**Question** : Load, Preprocess and split the Parts Of Speech tagged corpora from NLTK. Use a Pre Trained model as word embedding as GoogleNews-vectors. Build, Compile , Train and Evaluate the model with pre-trained model by layer as bidirectional LSTM




**Description** :

* load POS tagged corpora from NLTK by using brown, treebank and conll2000. Import these three libraries from NLTK corpus

* Divide data into words ( X ) and tags ( Y ) using an empty list as  X and Y and store in it.

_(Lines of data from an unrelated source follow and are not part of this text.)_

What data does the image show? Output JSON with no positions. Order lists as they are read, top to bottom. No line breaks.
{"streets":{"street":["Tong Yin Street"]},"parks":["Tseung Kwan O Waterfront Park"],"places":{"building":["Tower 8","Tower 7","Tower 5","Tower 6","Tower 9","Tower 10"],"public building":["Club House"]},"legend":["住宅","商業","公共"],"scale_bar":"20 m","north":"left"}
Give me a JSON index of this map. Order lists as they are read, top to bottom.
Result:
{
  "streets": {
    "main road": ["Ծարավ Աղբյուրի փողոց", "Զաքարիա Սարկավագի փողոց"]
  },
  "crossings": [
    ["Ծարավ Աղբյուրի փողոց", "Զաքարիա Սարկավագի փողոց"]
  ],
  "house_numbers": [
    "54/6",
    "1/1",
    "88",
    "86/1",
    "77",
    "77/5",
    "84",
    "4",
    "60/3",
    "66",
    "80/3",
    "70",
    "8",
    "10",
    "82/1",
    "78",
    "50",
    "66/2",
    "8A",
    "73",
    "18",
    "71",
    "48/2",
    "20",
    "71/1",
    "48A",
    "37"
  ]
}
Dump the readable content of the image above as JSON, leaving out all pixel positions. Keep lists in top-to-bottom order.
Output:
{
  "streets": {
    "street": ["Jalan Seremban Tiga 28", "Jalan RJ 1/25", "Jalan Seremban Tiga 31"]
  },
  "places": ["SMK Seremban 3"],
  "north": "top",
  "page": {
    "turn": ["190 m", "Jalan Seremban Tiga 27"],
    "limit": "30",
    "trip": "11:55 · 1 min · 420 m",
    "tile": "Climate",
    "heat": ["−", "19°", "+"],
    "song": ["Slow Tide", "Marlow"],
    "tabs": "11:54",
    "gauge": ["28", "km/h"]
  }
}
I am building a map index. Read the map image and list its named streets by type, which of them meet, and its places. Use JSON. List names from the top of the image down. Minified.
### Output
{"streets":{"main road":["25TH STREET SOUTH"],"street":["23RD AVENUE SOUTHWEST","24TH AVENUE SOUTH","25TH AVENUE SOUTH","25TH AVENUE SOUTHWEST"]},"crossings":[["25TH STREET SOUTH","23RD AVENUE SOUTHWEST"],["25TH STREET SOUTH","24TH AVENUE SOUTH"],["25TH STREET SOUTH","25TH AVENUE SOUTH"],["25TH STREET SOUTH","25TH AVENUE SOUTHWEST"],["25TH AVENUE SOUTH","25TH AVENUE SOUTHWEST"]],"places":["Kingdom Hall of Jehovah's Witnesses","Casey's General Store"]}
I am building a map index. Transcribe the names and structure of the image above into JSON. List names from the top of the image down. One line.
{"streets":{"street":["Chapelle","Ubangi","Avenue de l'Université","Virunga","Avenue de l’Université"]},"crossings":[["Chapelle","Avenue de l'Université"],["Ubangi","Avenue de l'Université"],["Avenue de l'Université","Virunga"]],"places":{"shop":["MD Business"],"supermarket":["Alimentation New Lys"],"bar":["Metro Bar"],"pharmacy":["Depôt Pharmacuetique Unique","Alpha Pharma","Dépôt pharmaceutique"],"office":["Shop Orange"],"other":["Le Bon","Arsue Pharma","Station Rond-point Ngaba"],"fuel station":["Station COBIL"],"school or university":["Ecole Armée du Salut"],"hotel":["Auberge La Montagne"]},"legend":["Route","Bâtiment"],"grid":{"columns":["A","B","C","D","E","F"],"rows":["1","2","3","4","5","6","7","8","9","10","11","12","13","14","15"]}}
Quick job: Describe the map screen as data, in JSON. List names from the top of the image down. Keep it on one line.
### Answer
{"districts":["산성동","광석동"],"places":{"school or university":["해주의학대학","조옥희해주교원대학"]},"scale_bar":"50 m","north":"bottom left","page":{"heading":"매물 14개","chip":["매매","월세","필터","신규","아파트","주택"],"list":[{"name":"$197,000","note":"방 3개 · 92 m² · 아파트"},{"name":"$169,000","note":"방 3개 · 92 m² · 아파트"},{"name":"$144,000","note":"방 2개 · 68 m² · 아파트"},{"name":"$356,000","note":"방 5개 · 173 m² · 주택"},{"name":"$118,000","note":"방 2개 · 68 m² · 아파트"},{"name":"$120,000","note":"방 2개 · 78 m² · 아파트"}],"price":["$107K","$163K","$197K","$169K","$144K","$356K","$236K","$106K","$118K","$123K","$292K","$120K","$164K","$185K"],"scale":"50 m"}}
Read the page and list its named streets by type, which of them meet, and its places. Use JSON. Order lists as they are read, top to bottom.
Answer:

* Convert Text to integer by using text_to_sequences

* Truncate long sentences into fixed lengths as 100 

* Convert classes to binary form by using to_categorical

* Split data into training  and  testing sets ( test set as 0.15 )

* Split training data into training and validation sets ( Valid set as 0.15 )

* Use a pre-trained model as word embedding as google news vector. load word2vec using the following function present in the       gensim library

* assign word vectors from word2vec model and each word in word2vec model is represented using a 300 dimensional vector

* create an empty embedding matrix and create a word to index dictionary mapping

* copy vectors from word2vec model to the words present in corpus

* Build the model by using Sequential API with adding layers as embedding with different dimensions as input_dim     =             VOCABULARY_SIZE,  output_dim    =  EMBEDDING_SIZE,  input_length  =  MAX_SEQ_LENGTH,   weights       = [embedding_weights],     trainable     =  True  and add second layer as bidirectional LSTM with 64 neurons and return_sequences = True and add third     layer as TimeDistributed layer with also dense layer as NUM_CLASSES and activation function as softmax ( Here Num classes = 13              )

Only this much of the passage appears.